Several of the county’s Democratic insiders who asked that their names be withheld reveal mixed opinions on whether Angelini should resign, remain as chairman but choose not to run again when his term expires in June, or seek reelection to the post. They are loathe to condone the practice of collecting pensions for multiple part-time public jobs that, according to IRS standards should be classified as independent contractor arrangements, but argue that it was not illegal when Angelini did it and note that the chairman was the only attorney targeted in the report for what was considered a fairly common practice.
What is clear is that there is no organized movement to push Angelini out, but his future as chairman is not completely secure.
Assemblyman Paul Moriarty (D-Washington Twp.), a Gloucester County resident, announced today a pension reform bill intended to close a loophole that allows certain members of several government lobbying organizations to draw public pensions. Moriarty said that he had not yet read the inspector general’s report on Angelini and will withhold comment on it until he does. Moriarty did read media accounts of the report, but said they were “conflicting” on information about Angelini’s salaries.
“I’ve been pretty clear on this issue and remain firm that we cannot support part-time work for pensions… I come from the real world. Not the government world. So none of this has ever made sense to me,” said Moriarty, who was a television news reporter before going into politics.

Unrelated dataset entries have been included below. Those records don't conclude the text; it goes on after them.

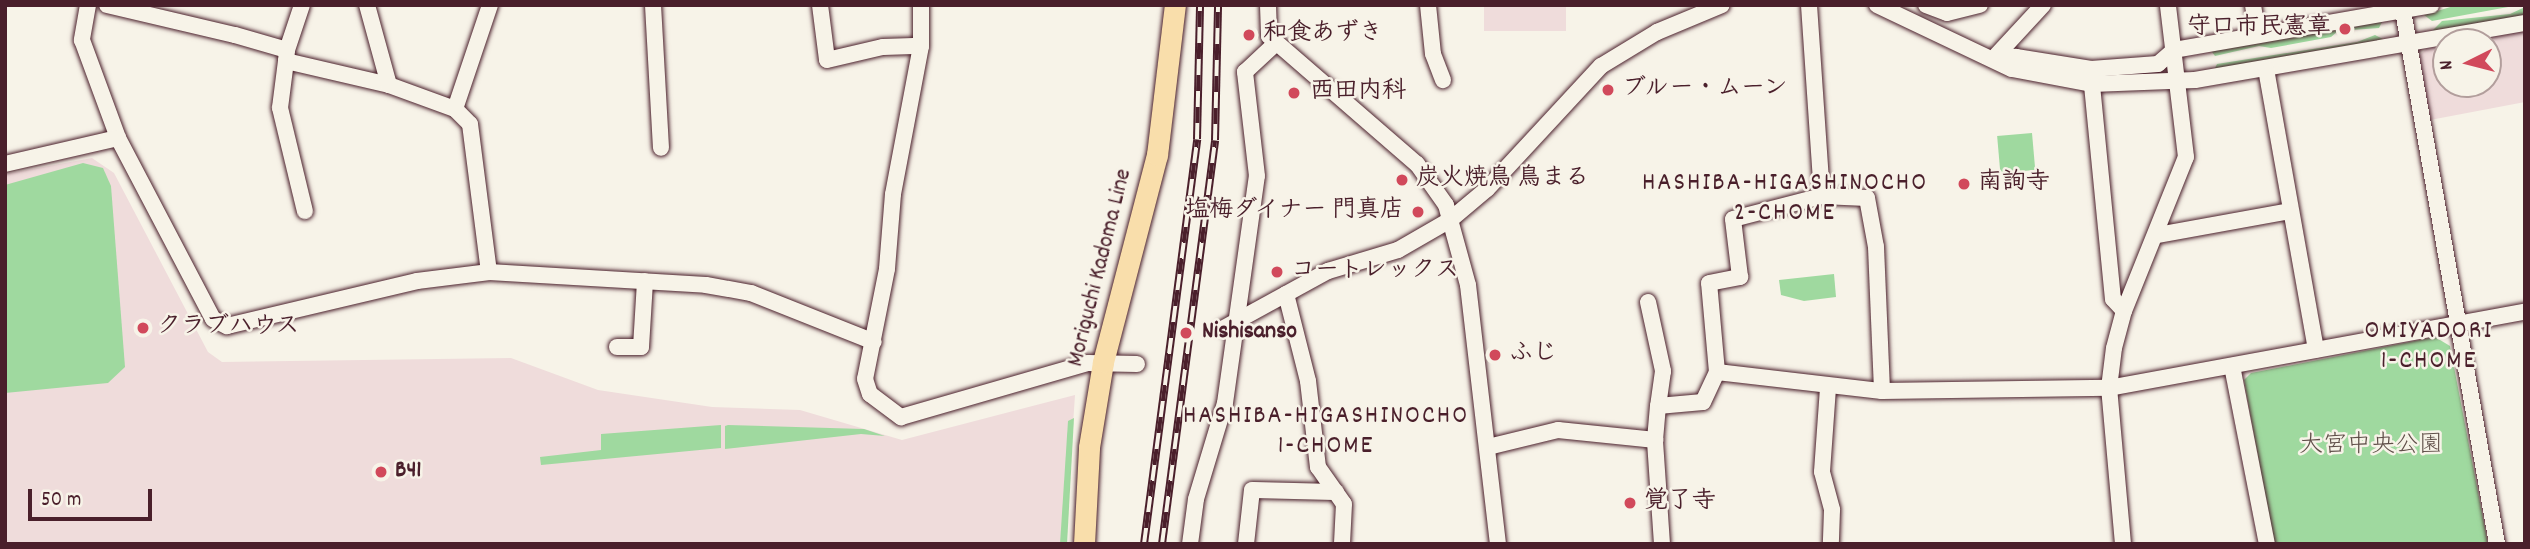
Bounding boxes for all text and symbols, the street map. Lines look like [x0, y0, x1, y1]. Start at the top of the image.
place label: 守口市民憲章 [2187, 15, 2331, 43]
place label: 和食あずき [1263, 21, 1383, 49]
marker: 守口市民憲章 [2337, 21, 2353, 37]
marker: 和食あずき [1241, 27, 1257, 43]
north arrow [2432, 28, 2502, 98]
text: N [2434, 59, 2462, 71]
place label: ブルー・ムーン [1622, 76, 1790, 104]
place label: 西田内科 [1310, 79, 1406, 107]
marker: ブルー・ムーン [1600, 82, 1616, 98]
marker: 西田内科 [1284, 83, 1304, 103]
street label: Moriguchi Kadoma Line [1062, 166, 1140, 370]
place label: 炭火焼鳥 鳥まる [1416, 166, 1589, 194]
district label: HASHIBA-HIGASHINOCHO 2-CHOME [1644, 168, 1926, 230]
place label: 南詢寺 [1978, 170, 2050, 198]
marker: 炭火焼鳥 鳥まる [1394, 172, 1410, 188]
marker: 南詢寺 [1956, 176, 1972, 192]
place label: 塩梅ダイナー 門真店 [1183, 198, 1404, 226]
marker: 塩梅ダイナー 門真店 [1410, 204, 1426, 220]
place label: コートレックス [1291, 258, 1459, 286]
marker: コートレックス [1269, 264, 1285, 280]
place label: クラブハウス [157, 314, 301, 342]
district label: OMIYADORI 1-CHOME [2366, 316, 2492, 378]
place label: Nishisanso [1202, 319, 1297, 347]
marker: クラブハウス [135, 320, 151, 336]
marker: Nishisanso [1176, 323, 1196, 343]
place label: ふじ [1509, 341, 1557, 369]
marker: ふじ [1487, 347, 1503, 363]
district label: HASHIBA-HIGASHINOCHO 1-CHOME [1185, 401, 1467, 462]
park label: 大宮中央公園 [2299, 433, 2443, 461]
place label: B41 [395, 458, 422, 486]
marker: B41 [373, 464, 389, 480]
scale bar [32, 476, 156, 520]
text: 50 m [41, 486, 81, 516]
place label: 覚了寺 [1644, 489, 1716, 517]
marker: 覚了寺 [1622, 495, 1638, 511]

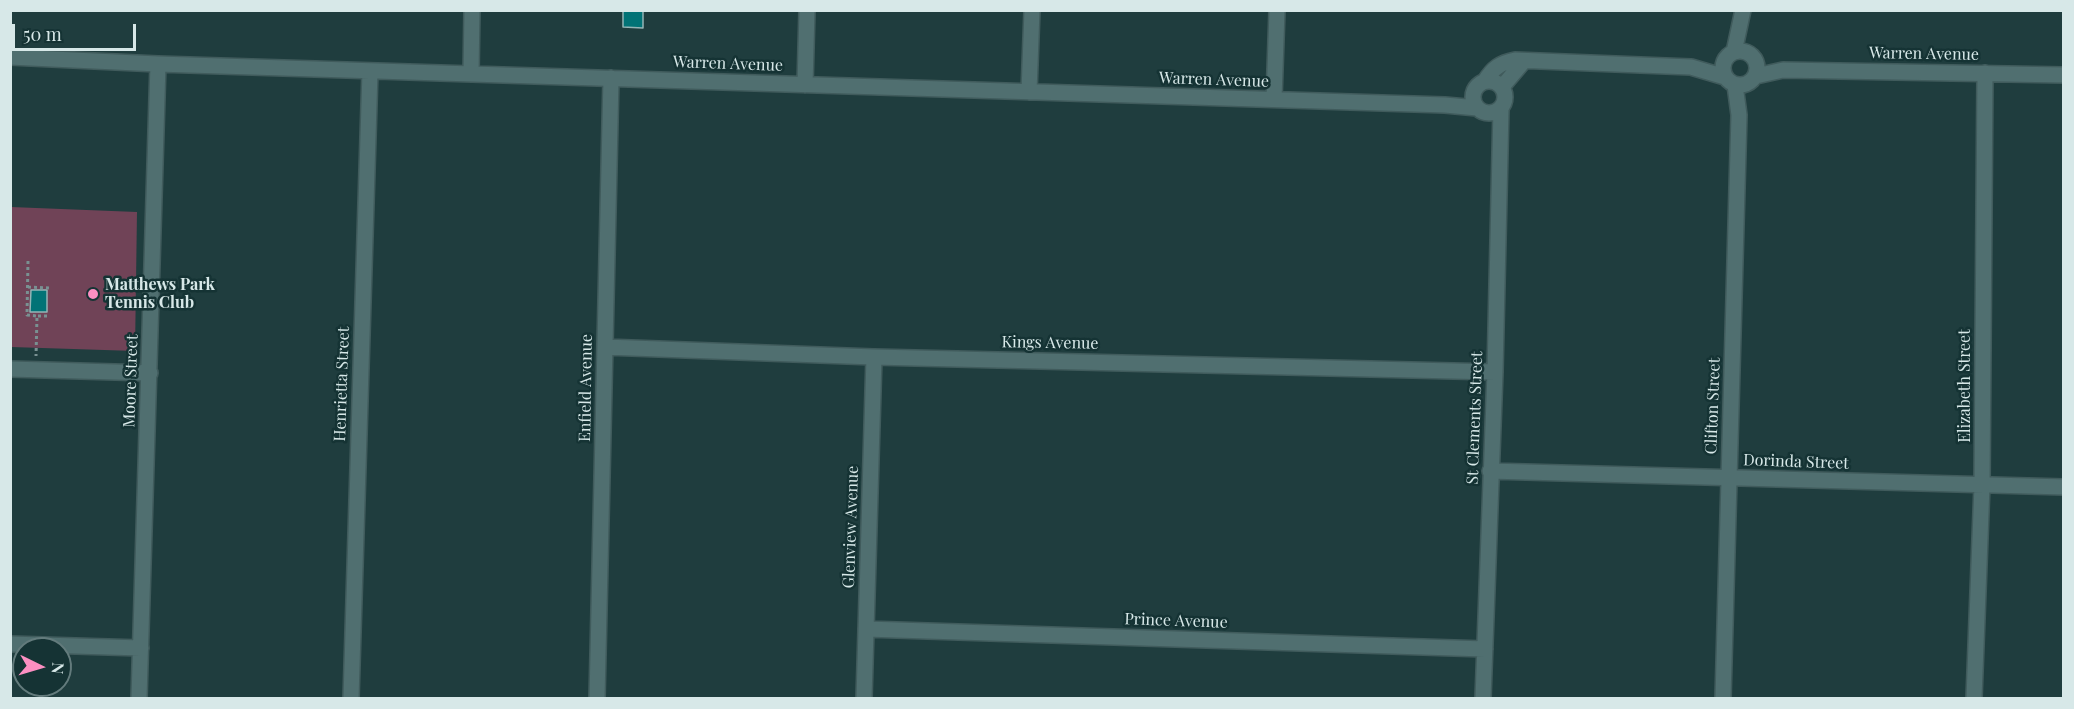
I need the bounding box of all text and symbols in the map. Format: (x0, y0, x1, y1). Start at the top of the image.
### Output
scale bar (15, 12, 140, 50)
text: 50 m (23, 22, 62, 46)
street label: Warren Avenue (1869, 43, 1979, 65)
street label: Warren Avenue (673, 52, 783, 76)
street label: Warren Avenue (1159, 68, 1269, 92)
place label: Matthews Park Tennis Club (105, 275, 215, 313)
marker: Matthews Park Tennis Club (86, 287, 100, 301)
street label: Henrietta Street (330, 326, 354, 442)
street label: Elizabeth Street (1955, 329, 1975, 443)
street label: Kings Avenue (1001, 333, 1099, 353)
street label: Moore Street (120, 334, 142, 428)
street label: Enfield Avenue (575, 334, 597, 442)
street label: St Clements Street (1463, 351, 1487, 485)
street label: Clifton Street (1702, 357, 1724, 455)
street label: Dorinda Street (1743, 451, 1849, 473)
street label: Glenview Avenue (839, 465, 863, 589)
street label: Prince Avenue (1124, 610, 1228, 632)
north arrow (12, 637, 72, 697)
text: N (47, 662, 69, 675)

Moriarty said that his own lack of comment on the situation was not because Angelini heads the Democatic party in Moriarty’s home county.
“I’m not hesitant to criticize anyone if I think it’s warranted. I haven’t read that report yet but I’m interested to read it,” he said.
Gloucester County GOP Chairman Bill Fey has been the most outspoken political figure on the issue, despite, he said, receiving warning shots about Republicans engaged in the same practice being exposed.
“Fraud and pension abuse is fraud and pension abuse – end of story. I don’t care if you’re a Democrat or a Republican,” said Fey, who added “I checked around the county. I looked at Republicans in the county and I don’t see that happening here.”
Fey compared aspects of Angelini’s public jobs to former state Sen. Wayne Bryant’s (D-Lawnside) conviction on a fraud charge regarding his low-show part-time position with the Gloucester County Board of Social Services. The problem, Fey argued, is endemic to South Jersey’s political machinery.
“Angelini had help — lots of help from the local municipalities to do what he did. Right now everyone’s being good little soldiers and keeping their mouths shut,” he said.
Angelini could not be reached for comment.